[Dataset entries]
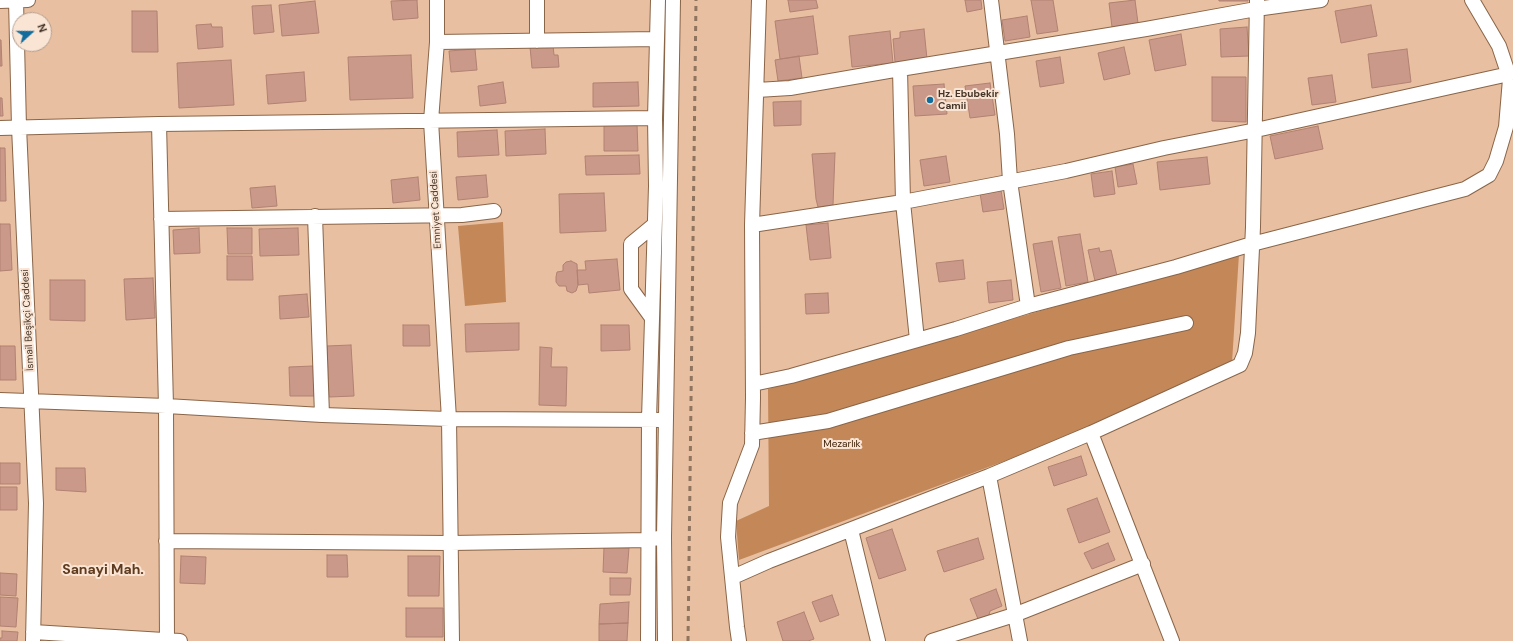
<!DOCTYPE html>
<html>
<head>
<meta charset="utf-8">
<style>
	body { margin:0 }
	#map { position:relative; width:1513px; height:641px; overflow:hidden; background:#e8bfa0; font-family:"DM Sans",sans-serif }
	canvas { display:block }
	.north { position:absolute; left:12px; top:12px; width:40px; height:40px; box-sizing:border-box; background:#fae4d4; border:1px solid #b29e8f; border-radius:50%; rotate:69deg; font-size:11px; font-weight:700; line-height:16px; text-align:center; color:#453528 }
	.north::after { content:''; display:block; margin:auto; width:14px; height:18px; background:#126d9c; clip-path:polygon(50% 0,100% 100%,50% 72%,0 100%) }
</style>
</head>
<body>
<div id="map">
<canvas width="1513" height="641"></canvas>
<div class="north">N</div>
</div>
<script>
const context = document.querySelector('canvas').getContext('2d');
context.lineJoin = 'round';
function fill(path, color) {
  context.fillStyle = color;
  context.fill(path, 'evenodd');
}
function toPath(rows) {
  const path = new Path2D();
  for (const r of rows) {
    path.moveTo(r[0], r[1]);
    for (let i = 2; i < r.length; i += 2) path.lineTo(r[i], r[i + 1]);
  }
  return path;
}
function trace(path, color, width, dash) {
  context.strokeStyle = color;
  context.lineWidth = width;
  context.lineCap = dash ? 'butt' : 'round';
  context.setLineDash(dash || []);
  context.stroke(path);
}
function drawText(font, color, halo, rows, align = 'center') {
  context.font = font + ' "DM Sans",sans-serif';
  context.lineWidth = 4;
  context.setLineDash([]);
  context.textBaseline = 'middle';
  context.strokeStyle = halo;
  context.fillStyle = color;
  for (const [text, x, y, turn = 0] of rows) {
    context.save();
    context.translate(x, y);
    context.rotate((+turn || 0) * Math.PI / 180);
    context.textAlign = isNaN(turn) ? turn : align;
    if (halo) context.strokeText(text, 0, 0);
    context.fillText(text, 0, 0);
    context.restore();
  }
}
fill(toPath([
	[503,222,506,302,465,306,458,226],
	[1239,254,1232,362,1061,440,739,560,736,521,769,506,768,389]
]), '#c38758');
const building = toPath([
	[417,0,418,18,393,20,391,1,417,0],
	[788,0,816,0,818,8,790,12,788,0],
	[965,0,981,0,982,9,967,12,965,0],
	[1031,0,1053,0,1058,31,1037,34,1031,0],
	[1135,0,1138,23,1112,27,1109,3,1135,0],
	[1219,0,1248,0,1248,1,1219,1,1219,0],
	[315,1,319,33,282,36,279,5,315,1],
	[271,5,274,32,254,34,252,6,271,5],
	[1371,5,1377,36,1341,43,1335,11,1371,5],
	[132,11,157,11,158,52,132,52,132,11],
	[813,16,818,54,780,59,775,21,813,16],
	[1027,16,1030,37,1005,41,1002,20,1027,16],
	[211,24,212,27,222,27,223,47,198,49,196,25,211,24],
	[1247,27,1249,56,1221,57,1220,29,1247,27],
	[924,29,927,59,895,62,893,39,900,38,900,32,924,29],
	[890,31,893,63,852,67,849,36,890,31],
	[1181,34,1186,65,1155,71,1149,40,1181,34],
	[0,40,1,40,2,66,0,66,0,40],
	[553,45,554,55,558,55,559,67,532,68,530,47,553,45],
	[1124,47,1130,74,1104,80,1098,53,1124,47],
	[475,49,477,70,451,72,449,51,475,49],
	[1407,49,1411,82,1372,88,1368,54,1407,49],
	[411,55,413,98,350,100,348,57,411,55],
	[799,56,802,78,778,81,775,60,799,56],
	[1060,57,1064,83,1040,87,1036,61,1060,57],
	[231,60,234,105,179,108,177,63,231,60],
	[304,72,306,101,268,104,266,75,304,72],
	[1332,75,1336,102,1312,105,1308,78,1332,75],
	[1212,77,1246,77,1246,122,1212,121,1212,77],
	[503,82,506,103,480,106,478,86,503,82],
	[638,82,639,106,593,107,593,83,638,82],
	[990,83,995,115,970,118,965,86,990,83],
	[944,84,947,114,915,116,913,86,944,84],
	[0,98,2,98,3,116,0,116,0,98],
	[801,101,801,125,774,126,773,102,801,101],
	[604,124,637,124,638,151,604,151,604,124],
	[1318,126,1323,149,1275,159,1270,136,1318,126],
	[545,129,546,154,506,156,505,131,545,129],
	[497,130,499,155,458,157,457,132,497,130],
	[0,148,5,148,6,201,0,201,0,148],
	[835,153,833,205,818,207,816,199,812,154,835,153],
	[639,155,640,174,586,175,585,156,639,155],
	[946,156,950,182,924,186,920,160,946,156],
	[1207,157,1210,184,1160,190,1157,162,1207,157],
	[1133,164,1137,184,1118,187,1115,167,1133,164],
	[1112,171,1115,194,1094,197,1091,174,1112,171],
	[486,175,488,197,458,200,456,177,486,175],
	[418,177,420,200,393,203,391,180,418,177],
	[275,186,277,206,252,208,250,188,275,186],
	[1001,190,1004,209,983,212,980,193,1001,190],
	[604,193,606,231,560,233,559,194,604,193],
	[828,223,831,258,810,260,806,225,828,223],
	[0,224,10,224,12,270,0,271,0,224],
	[199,228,200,253,174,254,173,230,199,228],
	[227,228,252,228,252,254,228,254,227,228],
	[298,228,299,255,260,256,259,229,298,228],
	[1080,234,1088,282,1066,286,1058,237,1080,234],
	[1052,241,1061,288,1041,292,1033,244,1052,241],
	[1099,248,1100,252,1111,250,1117,276,1095,281,1088,250,1099,248],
	[227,256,252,256,253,280,227,280,227,256],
	[617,259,620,290,589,293,588,284,578,285,577,270,586,270,585,261,617,259],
	[963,260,965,279,939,282,936,263,963,260],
	[571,261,577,264,578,285,576,291,572,293,567,291,566,286,559,286,556,282,556,277,557,272,563,271,563,265,566,262,571,261],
	[153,278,155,318,126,320,124,279,153,278],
	[50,280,85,280,85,321,50,320,50,280],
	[1011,280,1013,300,989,303,987,282,1011,280],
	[828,293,829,313,806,314,805,294,828,293],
	[307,294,309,317,280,319,279,296,307,294],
	[519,323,519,350,466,352,465,324,519,323],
	[403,325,429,325,430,346,403,346,403,325],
	[601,325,629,325,630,350,601,351,601,325],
	[351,345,354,396,329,397,327,346,351,345],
	[0,346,15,346,16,380,0,380,0,346],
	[540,347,552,348,551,367,567,367,566,406,539,405,540,347],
	[313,366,314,396,290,396,289,367,313,366],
	[1081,456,1087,475,1054,486,1048,467,1081,456],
	[0,463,20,463,20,484,0,484,0,463],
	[56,468,85,468,86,492,56,490,56,468],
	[0,487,17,487,17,510,0,510,0,487],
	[1097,498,1110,532,1079,543,1067,509,1097,498],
	[892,529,906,570,879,579,866,538,892,529],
	[978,538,984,559,944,572,937,551,978,538],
	[1108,543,1115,560,1092,569,1084,553,1108,543],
	[604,547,629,548,627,573,603,572,604,547],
	[327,555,347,555,348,577,327,577,327,555],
	[181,556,206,557,205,584,180,583,181,556],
	[408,556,440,556,439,596,408,596,408,556],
	[0,573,17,574,16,596,0,595,0,573],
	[610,578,631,578,630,595,610,595,610,578],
	[996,589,1002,606,990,611,989,615,978,619,970,599,996,589],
	[832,595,839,615,820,622,812,602,832,595],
	[0,597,18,598,16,627,0,626,0,597],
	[629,602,628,623,599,624,600,604,629,602],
	[406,608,443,608,443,637,406,637,406,608],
	[804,612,814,639,808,641,783,641,777,622,804,612],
	[628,623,627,641,599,641,599,624,628,623],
	[2,631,18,632,17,641,0,641,0,638,2,638,2,631]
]);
fill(building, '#ca9989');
trace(building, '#b18172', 1);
const minor = toPath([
	[16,0,19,127,36,503,33,641],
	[437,0,437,42,431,121,449,419,452,641],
	[537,0,537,41],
	[991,0,1007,134,1010,181,1028,306],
	[0,1,28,0],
	[437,42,657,39],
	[900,69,903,202,917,340],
	[757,90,790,88,900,69,1146,29,1256,9,1321,0],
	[159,124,166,406,167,641],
	[0,128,159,124,655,118],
	[315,216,322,415],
	[161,219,462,215,494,211],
	[752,225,903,202,1066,171,1164,148,1256,130,1509,74],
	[652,318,631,289,631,244,654,225],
	[753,384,791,376,956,329,1028,306,1176,267,1252,244,1465,189,1489,175,1496,161,1506,127,1510,79,1499,46,1472,0],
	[0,400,166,406,322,415,449,419,666,420],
	[752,433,828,421,1069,348,1186,323],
	[1091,433,1172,641],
	[989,476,1020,641],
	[851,530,878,641],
	[166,541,451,543,649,540,658,538],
	[733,577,769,561,989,476,1091,433,1240,365,1245,353,1248,333,1253,227,1257,0],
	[33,632,180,641],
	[648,641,649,419,656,186,655,118,658,0],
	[665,641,664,537,673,0],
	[739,641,737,627,728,537,730,503,752,445,753,398,752,225,759,0],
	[932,641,1014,615,1143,564]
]);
trace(minor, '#8a6548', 16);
trace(minor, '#fff', 14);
trace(toPath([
	[688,641,696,0]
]), '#8f745f', 3, [5, 5]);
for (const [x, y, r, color] of [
	[930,100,4,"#126d9c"]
]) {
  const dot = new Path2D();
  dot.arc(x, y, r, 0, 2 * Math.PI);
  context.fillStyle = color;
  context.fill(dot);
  trace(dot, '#fae4d4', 1.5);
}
drawText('bold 10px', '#453528', '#fae4d4', [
	["Hz. Ebubekir",938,94],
	["Camii",938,106]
], 'left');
drawText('10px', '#453528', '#fae4d4', [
	["Emniyet Caddesi",436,210,-93],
	["İsmail Beşikçi Caddesi",28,320,-93]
]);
drawText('10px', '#3f2208', '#fae4d4', [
	["Mezarlık",842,444]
]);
drawText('bold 14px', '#5e3b1f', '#fae4d4', [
	["Sanayi Mah.",103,570]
]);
</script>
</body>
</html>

> _EXERCISE GOAL_:
Copy every line from the entries that contains the word "lineWidth".

> _ANSWER FOR THIS EXERCISE_:
  context.lineWidth = width;
  context.lineWidth = 4;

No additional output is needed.